L’IA peut-elle être un outil de création à part entière ? Peut-elle être considérée comme auteur d'une œuvre ?
L’originalité d’une œuvre de l’esprit est un critère jurisprudentiel. Pour être protégée, l’œuvre doit être formalisée et originale. La conception objective de l’originalité se traduit par « l’empreinte de la personnalité de l’auteur dans son œuvre ».
Lorsque l’artiste collabore avec une IA, son rôle reste central : l’IA agit comme un outil, mais ne peut rien produire sans intervention humaine. Je parle ici d’un « outil optimisé », capable d’amplifier les possibilités créatives. Par exemple, elle peut suggérer des idées ou ouvrir de nouvelles pistes artistiques, mais la démarche créative reste guidée par l’artiste.
Finalement, et cela fonctionne pour tous les métiers, la question n’est pas de savoir si l’IA est en mesure de créer comme l’artiste, mais plutôt comment l’artiste peut créer avec.
Cela soulève également la question de la titularité des droits d’auteur : à qui appartient l’œuvre finale ? La réponse dépend des conditions générales d’utilisation (CGU) de la plateforme IA concernée. En revanche, une chose est certaine. En vertu d'une obligation de transparence, l’intervention de l’IA dans le processus de création doit impérativement être mentionnée.
Enfin, de nombreux experts s'interrogent : faut-il créer un régime ad-hoc pour l’IA en droit d’auteur ? Je n'y suis pas favorable. L'article L112-2 (CPI) liste déjà toutes les œuvres qui peuvent être considérées comme des "œuvres de l'esprit" et protégeables par le droit d'auteur. Sachant qu'elle est non exhaustive, on pourrait imaginer l'intégration de la notion d'œuvre générée par l'IA, ainsi que d'une définition de celle-ci. Selon moi, le CPI et le Code civil sont suffisamment bien écrits pour englober la technologie.
Comment l'outil développé par Predictice peut-il aider les juristes à gagner en efficacité et en précision dans leurs analyses ?
Sur le plan organisationnel, l'IA juridique de Predictice constitue un véritable atout pour les professionnels du droit. Elle permet de déléguer des tâches chronophages, comme la recherche jurisprudentielle ou doctrinale, à la machine. Cela libère du temps pour les avocats et juristes, leur permettant de se concentrer sur des missions à forte valeur ajoutée. Évidemment, la science du prompt doit être étudiée et maîtrisée pour profiter au maximum des effets de l’IA.

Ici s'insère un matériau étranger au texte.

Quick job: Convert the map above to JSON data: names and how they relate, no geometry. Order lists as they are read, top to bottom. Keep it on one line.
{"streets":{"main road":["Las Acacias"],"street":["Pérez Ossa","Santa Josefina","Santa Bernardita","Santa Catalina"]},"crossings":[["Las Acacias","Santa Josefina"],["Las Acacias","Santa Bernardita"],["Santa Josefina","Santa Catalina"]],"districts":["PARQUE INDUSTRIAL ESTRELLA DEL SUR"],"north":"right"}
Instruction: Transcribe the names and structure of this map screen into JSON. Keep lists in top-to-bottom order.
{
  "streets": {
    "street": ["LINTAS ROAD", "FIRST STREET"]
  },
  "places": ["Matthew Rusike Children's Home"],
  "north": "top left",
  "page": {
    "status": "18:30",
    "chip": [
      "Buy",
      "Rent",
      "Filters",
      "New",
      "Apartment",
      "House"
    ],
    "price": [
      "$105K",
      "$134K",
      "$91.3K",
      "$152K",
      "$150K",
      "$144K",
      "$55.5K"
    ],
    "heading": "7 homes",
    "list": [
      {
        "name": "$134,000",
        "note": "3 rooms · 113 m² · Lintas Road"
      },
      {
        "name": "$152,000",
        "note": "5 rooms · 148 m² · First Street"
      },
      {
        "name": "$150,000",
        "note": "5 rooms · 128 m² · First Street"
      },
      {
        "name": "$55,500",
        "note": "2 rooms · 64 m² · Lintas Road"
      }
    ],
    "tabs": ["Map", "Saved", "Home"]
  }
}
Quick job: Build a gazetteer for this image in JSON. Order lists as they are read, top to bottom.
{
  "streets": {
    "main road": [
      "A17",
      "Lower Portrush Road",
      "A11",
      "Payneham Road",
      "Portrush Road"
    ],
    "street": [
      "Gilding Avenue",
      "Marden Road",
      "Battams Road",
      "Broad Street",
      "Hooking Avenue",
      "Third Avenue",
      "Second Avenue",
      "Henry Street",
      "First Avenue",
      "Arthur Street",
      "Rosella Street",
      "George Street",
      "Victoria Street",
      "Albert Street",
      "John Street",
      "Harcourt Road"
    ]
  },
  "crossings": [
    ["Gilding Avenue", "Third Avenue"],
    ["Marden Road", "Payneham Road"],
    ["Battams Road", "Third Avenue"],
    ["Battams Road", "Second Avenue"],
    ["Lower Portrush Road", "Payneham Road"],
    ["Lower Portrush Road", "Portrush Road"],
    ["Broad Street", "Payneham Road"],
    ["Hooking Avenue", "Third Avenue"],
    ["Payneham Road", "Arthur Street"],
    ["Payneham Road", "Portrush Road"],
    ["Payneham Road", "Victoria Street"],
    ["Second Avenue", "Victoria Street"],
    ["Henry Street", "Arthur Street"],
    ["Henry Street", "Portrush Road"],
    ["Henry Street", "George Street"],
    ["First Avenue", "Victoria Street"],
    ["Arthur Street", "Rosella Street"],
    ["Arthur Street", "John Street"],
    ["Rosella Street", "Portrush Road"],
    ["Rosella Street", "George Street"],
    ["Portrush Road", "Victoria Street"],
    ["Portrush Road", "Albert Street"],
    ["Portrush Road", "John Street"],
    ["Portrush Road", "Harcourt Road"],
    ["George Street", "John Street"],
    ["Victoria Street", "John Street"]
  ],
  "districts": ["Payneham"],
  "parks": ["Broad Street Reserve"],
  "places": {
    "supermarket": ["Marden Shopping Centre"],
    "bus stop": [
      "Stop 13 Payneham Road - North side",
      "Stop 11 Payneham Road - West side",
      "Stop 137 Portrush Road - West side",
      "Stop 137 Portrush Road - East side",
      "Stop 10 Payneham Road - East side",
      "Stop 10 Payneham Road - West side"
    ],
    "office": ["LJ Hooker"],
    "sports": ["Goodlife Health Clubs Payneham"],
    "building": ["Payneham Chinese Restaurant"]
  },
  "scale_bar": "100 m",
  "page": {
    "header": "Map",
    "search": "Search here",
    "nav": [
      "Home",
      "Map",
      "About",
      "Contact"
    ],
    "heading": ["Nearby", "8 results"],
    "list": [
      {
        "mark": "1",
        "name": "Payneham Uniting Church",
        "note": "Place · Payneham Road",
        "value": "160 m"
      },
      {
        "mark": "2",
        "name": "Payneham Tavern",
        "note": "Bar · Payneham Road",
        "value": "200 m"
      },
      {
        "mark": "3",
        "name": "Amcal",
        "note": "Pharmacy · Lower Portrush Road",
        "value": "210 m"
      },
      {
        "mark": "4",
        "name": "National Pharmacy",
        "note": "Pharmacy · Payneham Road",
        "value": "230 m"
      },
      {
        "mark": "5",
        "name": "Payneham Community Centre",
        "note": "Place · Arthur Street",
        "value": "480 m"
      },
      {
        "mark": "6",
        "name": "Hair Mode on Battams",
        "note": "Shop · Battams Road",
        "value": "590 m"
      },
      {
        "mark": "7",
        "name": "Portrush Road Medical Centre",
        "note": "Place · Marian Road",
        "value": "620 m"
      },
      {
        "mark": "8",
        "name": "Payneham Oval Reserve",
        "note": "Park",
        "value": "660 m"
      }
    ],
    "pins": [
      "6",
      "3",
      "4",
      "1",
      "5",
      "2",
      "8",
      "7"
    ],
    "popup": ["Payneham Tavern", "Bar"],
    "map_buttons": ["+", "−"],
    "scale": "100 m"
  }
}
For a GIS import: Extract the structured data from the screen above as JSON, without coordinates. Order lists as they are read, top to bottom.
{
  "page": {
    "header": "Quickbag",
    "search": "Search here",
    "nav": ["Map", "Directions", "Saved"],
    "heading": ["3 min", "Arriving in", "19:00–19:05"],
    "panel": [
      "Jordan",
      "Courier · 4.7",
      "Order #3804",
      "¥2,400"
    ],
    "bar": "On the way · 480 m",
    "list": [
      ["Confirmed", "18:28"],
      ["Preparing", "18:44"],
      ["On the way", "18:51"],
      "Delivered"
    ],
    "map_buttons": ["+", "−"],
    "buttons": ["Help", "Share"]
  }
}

L’idée est de repenser l’organisation à l’ère de l’IA. La Direction juridique est en réalité une entreprise dans l’entreprise, elle a besoin de s’organiser. Grâce à l'IA, elle peut conseiller de manière plus efficace les nombreux services (marketing, communication...), d'autant que Predictice offre l'opportunité de regrouper en son sein des millions de documents.
La digitalisation accompagne le changement, je pense que tout juriste doit prendre le temps de s'intéresser à l'IA. En revanche, l’IA ne remplacera pas le juriste, je le pense sincèrement. Finalement, tout passe par l’accompagnement et la compréhension de l’outil. C'est un peu ce que je dis à mes étudiants ; vous pouvez disposer des codes juridiques en examens, mais si vous ne savez pas les utiliser correctement, vous ne pourrez pas en tirer profit à 100%.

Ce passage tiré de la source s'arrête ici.